In een huurovereenkomst voor particuliere huur staat vaak een bepaling opgenomen dat de huurder zijn hoofdverblijf in de woning moet hebben. Bij sociale huurwoningen is deze bepaling eerder regel dan uitzondering. Heeft de huurder niet zijn hoofdverblijf in de woning, levert dat aan de zijde van huurder een (ernstige) tekortkoming op. De verhuurder heeft dan in beginsel het recht om de huurovereenkomst te ontbinden (beëindigen). Dit deed zich ook voor in een recente procedure bij het hof. Onze advocaat huurrecht bespreekt de overwegingen uit het arrest en legt uit welke rechten de huurder heeft.
Huurbescherming
In het huurrecht geldt: de huurder geniet huurbescherming. Net als bij het arbeidsrecht is de ratio daarachter dat de ‘zwakkere’ partij door de wet wordt beschermd. Een huurder kan niet zomaar uit zijn woning gezet worden, tenzij dat wordt gerechtvaardigd. In principe gelden de afspraken uit de huurovereenkomst daarbij als uitgangspunt. De verhuurder mag overigens niet naar eigen goeddunken afspraken maken met de huurder: afspraken die de huurder een ongunstigere positie verschaffen dan de wet hem toekent, zijn nietig.
Particuliere huurwoning
In de hier te bespreken procedure gaat het om een particuliere huurwoning waarvan de huurovereenkomst al dateert uit 1999. In de huurovereenkomst is bepaald dat ‘de huurder het gehuurde gedurende de huurtijd zelf zal bewonen en er zijn hoofdverblijf (zal) hebben.’
Bewijskracht
De verhuurder, Vestia, moest op een bepaald moment vreemd hebben opgekeken toen in de periode 2010 tot 2018 vijftien verschillende personen op het adres van de huurder ingeschreven stonden. Vestia kon eenvoudig aantonen dat de huurder niet in de woning zijn hoofdverblijf had. Kennelijk was er sprake van een onderhuurovereenkomst. Daarmee handelde de huurder in strijd met de bepalingen uit de huurovereenkomst. Vestia besloot daarop de huurovereenkomst met de huurder te ontbinden.

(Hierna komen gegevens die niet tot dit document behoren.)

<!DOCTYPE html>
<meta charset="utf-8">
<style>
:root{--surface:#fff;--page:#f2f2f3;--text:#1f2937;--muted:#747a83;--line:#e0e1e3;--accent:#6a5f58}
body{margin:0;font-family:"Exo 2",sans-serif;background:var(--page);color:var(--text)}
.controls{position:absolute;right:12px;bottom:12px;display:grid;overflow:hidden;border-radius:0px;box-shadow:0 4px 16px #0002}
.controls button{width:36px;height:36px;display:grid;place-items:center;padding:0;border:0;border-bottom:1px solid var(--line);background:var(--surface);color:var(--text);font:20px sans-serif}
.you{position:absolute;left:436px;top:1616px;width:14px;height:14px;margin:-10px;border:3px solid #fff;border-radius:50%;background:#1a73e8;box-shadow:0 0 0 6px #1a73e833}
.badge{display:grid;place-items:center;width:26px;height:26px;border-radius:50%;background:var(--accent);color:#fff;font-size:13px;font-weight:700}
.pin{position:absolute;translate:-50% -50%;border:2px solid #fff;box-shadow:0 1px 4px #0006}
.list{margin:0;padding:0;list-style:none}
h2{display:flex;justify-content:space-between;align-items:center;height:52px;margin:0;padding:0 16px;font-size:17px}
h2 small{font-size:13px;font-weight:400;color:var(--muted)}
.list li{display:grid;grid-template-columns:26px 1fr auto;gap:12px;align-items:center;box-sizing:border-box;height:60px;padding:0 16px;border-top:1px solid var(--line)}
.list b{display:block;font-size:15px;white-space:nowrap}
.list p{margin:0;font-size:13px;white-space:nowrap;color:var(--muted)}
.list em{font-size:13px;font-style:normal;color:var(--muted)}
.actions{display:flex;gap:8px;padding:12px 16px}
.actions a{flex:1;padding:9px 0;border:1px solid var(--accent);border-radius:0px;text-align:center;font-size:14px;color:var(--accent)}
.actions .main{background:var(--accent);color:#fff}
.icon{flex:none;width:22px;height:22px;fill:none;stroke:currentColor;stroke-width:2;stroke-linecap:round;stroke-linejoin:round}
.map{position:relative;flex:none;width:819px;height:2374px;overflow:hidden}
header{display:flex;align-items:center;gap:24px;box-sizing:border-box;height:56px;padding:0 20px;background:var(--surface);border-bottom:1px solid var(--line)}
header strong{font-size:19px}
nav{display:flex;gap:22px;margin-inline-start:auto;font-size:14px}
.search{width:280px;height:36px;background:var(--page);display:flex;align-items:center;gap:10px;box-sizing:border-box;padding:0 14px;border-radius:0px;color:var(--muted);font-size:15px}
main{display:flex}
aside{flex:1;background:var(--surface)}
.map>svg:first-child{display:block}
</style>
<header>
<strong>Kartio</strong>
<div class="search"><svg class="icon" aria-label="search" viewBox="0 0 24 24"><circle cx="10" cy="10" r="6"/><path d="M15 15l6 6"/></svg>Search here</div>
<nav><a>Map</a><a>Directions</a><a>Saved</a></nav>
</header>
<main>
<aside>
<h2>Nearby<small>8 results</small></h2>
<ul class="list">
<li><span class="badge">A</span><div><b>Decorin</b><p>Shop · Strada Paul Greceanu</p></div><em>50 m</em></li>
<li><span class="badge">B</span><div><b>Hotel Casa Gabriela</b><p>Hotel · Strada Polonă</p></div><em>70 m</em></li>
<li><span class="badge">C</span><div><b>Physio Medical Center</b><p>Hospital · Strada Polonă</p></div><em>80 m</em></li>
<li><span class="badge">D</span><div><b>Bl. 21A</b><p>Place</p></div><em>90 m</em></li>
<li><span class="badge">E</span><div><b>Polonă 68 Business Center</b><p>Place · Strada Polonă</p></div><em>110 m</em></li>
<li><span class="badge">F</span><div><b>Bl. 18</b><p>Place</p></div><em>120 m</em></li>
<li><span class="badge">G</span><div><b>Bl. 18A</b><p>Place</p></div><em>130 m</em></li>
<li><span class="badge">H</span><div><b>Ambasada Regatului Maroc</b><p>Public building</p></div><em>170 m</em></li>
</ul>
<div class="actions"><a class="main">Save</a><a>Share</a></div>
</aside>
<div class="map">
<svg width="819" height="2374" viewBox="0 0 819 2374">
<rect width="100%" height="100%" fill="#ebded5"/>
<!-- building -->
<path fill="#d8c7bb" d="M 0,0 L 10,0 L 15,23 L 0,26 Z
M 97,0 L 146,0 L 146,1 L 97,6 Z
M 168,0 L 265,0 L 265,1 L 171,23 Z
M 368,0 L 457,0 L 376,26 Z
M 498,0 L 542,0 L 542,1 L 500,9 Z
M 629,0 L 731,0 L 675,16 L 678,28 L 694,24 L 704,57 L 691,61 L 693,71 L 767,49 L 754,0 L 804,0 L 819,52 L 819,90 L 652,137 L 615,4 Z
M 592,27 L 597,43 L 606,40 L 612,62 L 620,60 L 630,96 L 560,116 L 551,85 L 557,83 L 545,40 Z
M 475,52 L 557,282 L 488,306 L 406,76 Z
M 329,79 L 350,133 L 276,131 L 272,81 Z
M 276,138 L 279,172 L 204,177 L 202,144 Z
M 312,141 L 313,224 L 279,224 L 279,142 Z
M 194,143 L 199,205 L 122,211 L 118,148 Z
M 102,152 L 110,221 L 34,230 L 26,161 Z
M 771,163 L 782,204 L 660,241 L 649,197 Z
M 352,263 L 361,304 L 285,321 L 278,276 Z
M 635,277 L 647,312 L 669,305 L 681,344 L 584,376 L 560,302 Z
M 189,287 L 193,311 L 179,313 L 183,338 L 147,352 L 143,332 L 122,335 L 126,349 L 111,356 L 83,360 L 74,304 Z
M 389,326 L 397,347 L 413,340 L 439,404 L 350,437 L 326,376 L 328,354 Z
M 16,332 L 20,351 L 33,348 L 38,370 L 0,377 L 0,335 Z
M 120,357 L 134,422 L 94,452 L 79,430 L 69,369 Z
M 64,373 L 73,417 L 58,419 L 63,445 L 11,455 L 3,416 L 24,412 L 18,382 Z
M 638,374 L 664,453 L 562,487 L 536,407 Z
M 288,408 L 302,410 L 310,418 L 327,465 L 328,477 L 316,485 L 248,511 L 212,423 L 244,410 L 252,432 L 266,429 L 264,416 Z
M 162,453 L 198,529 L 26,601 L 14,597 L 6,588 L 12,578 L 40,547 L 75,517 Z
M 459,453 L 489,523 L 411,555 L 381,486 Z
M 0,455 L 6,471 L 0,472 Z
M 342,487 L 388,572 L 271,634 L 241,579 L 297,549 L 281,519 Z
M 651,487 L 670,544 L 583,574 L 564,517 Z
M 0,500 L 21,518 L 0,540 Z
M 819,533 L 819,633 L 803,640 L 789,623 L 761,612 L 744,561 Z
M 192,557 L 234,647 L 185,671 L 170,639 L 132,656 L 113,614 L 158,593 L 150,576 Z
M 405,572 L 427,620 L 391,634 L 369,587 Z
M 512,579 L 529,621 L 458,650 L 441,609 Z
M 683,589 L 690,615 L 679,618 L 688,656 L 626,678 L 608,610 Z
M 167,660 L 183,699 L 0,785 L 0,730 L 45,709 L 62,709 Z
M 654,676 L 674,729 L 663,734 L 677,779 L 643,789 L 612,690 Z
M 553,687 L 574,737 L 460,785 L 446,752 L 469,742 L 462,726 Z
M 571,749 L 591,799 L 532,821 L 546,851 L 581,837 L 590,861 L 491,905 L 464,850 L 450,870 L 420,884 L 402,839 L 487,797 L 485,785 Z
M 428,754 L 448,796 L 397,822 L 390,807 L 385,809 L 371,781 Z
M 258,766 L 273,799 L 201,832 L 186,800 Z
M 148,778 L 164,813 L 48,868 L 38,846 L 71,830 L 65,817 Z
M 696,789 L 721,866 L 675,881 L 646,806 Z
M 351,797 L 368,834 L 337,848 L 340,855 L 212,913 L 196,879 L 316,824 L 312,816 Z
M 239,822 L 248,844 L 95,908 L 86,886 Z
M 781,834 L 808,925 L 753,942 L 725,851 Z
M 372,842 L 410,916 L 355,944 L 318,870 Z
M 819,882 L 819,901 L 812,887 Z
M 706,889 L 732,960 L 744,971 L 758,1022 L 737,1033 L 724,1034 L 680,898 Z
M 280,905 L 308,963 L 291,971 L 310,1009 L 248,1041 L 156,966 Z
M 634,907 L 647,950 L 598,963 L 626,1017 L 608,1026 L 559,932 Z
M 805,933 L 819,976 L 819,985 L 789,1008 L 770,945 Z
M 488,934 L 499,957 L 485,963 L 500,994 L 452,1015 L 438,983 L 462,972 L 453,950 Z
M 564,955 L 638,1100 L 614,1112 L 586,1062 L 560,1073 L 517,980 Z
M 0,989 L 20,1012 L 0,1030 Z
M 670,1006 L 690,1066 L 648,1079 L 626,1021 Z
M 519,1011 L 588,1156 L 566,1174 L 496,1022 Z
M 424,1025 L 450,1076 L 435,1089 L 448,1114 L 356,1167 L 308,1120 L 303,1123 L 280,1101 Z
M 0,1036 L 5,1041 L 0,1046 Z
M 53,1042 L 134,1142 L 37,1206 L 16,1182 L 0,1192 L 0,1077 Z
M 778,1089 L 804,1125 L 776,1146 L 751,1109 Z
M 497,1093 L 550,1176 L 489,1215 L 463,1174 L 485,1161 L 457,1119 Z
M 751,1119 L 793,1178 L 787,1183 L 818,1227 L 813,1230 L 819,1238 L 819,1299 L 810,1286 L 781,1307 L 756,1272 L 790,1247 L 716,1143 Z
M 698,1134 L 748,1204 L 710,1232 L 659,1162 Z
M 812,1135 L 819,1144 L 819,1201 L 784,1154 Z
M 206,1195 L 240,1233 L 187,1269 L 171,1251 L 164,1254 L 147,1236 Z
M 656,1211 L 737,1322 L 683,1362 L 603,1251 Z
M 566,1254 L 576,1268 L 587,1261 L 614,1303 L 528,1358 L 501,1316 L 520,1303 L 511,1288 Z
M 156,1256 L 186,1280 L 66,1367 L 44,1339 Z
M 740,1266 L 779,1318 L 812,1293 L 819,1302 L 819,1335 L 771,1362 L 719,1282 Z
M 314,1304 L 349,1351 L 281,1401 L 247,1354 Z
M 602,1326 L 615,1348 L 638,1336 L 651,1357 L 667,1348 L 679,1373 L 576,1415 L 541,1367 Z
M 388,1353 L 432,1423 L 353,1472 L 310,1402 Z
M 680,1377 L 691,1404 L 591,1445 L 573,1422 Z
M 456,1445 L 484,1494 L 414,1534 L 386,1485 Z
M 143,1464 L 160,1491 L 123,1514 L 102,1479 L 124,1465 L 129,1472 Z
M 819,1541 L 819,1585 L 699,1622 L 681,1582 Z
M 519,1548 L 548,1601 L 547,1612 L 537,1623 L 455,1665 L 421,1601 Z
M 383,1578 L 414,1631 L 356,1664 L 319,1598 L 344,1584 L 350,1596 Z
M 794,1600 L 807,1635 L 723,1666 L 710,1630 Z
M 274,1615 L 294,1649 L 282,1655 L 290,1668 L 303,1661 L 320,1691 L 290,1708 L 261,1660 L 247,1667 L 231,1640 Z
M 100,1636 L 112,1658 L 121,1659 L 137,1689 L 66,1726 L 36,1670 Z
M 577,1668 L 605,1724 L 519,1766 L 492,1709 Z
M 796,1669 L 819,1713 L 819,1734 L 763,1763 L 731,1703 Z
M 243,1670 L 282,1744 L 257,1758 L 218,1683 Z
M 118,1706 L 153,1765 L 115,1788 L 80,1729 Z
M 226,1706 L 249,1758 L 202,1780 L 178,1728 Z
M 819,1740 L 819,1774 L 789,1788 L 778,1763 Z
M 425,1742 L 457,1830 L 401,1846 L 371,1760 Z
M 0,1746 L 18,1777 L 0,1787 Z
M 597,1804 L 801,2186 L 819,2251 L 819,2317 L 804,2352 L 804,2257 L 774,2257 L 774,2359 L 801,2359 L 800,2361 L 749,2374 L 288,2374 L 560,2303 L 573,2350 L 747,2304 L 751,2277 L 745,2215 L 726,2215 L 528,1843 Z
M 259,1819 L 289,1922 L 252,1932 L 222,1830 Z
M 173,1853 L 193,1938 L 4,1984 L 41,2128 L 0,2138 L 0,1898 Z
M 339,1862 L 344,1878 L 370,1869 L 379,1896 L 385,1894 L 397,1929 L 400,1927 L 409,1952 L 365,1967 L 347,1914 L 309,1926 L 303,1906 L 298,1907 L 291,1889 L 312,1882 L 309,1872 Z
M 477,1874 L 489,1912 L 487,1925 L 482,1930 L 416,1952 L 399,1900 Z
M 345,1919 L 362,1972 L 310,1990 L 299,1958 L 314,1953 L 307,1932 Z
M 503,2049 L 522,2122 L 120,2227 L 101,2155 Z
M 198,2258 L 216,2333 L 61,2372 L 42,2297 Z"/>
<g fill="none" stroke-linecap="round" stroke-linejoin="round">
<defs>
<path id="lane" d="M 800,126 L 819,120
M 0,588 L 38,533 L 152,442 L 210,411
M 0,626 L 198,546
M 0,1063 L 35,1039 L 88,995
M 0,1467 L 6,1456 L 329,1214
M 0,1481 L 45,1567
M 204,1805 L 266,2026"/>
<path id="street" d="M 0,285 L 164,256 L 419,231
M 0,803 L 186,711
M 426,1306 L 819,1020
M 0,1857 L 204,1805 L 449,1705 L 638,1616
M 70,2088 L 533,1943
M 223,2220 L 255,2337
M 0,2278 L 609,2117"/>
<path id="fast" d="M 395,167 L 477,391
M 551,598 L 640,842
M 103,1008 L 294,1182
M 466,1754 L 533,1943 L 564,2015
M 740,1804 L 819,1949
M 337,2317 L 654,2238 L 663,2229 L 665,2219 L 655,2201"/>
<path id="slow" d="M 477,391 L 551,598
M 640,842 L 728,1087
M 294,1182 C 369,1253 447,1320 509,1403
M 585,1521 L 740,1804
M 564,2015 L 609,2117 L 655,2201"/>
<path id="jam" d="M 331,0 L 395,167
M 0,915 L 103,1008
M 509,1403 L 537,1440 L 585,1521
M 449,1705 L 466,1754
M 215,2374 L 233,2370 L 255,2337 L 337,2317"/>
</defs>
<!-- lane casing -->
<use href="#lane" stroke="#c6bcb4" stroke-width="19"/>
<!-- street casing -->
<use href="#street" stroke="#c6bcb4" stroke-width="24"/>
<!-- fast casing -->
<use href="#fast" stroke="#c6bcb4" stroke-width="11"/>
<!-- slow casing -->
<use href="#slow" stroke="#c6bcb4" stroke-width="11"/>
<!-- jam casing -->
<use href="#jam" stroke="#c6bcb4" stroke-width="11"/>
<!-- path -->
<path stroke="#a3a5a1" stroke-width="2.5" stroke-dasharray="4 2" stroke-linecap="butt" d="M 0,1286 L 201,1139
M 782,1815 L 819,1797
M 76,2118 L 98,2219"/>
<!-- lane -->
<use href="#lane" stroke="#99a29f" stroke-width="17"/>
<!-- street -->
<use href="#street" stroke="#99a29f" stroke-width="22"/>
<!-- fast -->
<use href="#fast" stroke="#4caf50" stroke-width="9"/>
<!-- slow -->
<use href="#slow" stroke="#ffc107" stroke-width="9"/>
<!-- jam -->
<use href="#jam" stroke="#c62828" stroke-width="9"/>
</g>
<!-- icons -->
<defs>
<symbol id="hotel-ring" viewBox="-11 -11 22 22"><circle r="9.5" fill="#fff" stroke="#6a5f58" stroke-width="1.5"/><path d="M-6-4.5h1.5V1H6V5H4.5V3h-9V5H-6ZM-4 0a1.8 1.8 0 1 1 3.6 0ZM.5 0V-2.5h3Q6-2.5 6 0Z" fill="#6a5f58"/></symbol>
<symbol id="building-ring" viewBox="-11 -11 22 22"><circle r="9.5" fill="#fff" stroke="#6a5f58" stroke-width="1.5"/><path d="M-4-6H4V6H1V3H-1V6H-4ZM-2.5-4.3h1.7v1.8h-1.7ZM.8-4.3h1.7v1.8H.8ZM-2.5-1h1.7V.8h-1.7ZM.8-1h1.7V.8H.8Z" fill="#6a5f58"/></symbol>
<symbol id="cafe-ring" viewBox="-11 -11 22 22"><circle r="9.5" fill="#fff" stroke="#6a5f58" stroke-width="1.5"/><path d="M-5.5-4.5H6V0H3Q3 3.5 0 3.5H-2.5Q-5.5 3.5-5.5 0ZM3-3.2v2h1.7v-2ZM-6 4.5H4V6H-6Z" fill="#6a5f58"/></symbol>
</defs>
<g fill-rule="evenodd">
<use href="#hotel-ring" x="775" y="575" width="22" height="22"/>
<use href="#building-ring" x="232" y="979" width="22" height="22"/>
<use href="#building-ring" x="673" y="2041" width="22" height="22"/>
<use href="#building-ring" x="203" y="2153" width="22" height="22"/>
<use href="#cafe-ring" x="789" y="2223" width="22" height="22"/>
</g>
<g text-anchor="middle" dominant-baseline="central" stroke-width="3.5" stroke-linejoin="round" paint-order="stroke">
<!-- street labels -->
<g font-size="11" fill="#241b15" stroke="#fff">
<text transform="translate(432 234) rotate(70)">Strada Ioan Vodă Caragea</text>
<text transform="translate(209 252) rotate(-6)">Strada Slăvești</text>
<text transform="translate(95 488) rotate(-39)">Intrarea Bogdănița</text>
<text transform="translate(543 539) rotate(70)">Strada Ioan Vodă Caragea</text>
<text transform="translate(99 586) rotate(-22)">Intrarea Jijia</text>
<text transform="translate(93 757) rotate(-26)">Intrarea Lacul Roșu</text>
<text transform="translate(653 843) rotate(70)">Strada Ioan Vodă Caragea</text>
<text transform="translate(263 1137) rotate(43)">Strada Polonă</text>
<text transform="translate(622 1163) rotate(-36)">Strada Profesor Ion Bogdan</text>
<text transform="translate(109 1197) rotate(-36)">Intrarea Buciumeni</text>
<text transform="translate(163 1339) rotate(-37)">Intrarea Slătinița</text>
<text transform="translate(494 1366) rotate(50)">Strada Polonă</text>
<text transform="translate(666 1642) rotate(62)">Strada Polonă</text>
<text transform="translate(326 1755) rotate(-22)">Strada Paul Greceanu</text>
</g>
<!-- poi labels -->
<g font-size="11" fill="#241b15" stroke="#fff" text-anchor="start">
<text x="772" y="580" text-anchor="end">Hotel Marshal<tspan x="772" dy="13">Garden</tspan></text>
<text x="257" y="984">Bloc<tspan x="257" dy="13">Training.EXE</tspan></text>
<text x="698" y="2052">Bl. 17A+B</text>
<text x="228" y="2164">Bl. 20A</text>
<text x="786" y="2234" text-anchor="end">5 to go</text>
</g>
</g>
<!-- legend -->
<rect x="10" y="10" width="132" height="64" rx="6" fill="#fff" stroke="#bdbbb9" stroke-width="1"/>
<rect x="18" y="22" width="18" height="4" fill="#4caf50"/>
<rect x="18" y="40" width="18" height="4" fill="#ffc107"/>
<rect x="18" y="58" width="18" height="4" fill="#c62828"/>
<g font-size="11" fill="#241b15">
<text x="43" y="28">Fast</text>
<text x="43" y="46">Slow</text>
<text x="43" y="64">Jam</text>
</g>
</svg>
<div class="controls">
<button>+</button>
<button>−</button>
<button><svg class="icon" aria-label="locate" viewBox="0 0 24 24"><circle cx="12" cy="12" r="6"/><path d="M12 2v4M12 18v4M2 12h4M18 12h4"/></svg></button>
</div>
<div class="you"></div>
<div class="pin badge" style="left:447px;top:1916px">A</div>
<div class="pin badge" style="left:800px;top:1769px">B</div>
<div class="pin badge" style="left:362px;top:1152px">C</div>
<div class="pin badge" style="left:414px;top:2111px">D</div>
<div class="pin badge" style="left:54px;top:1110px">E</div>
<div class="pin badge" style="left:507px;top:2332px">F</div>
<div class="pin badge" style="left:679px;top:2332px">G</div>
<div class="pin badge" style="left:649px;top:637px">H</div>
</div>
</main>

Tekortkoming in de nakoming
Als er sprake is van een tekortkoming in de nakoming van een overeenkomst, kan een overeenkomst tussen partijen alleen worden ontbonden als de tekortkoming dit rechtvaardigt. De huurder meende dat dit niet het geval is, gezien zijn huidige leeftijd (74). Daarnaast stelt hij zich op het standpunt dat hij zich altijd als goed huurder heeft gedragen en de woning al 20 jaar bewoond. Tot slot was er wel sprake van een kleine huurachterstand van ruim €200,-, maar had hij die inmiddels volledig ingehaald.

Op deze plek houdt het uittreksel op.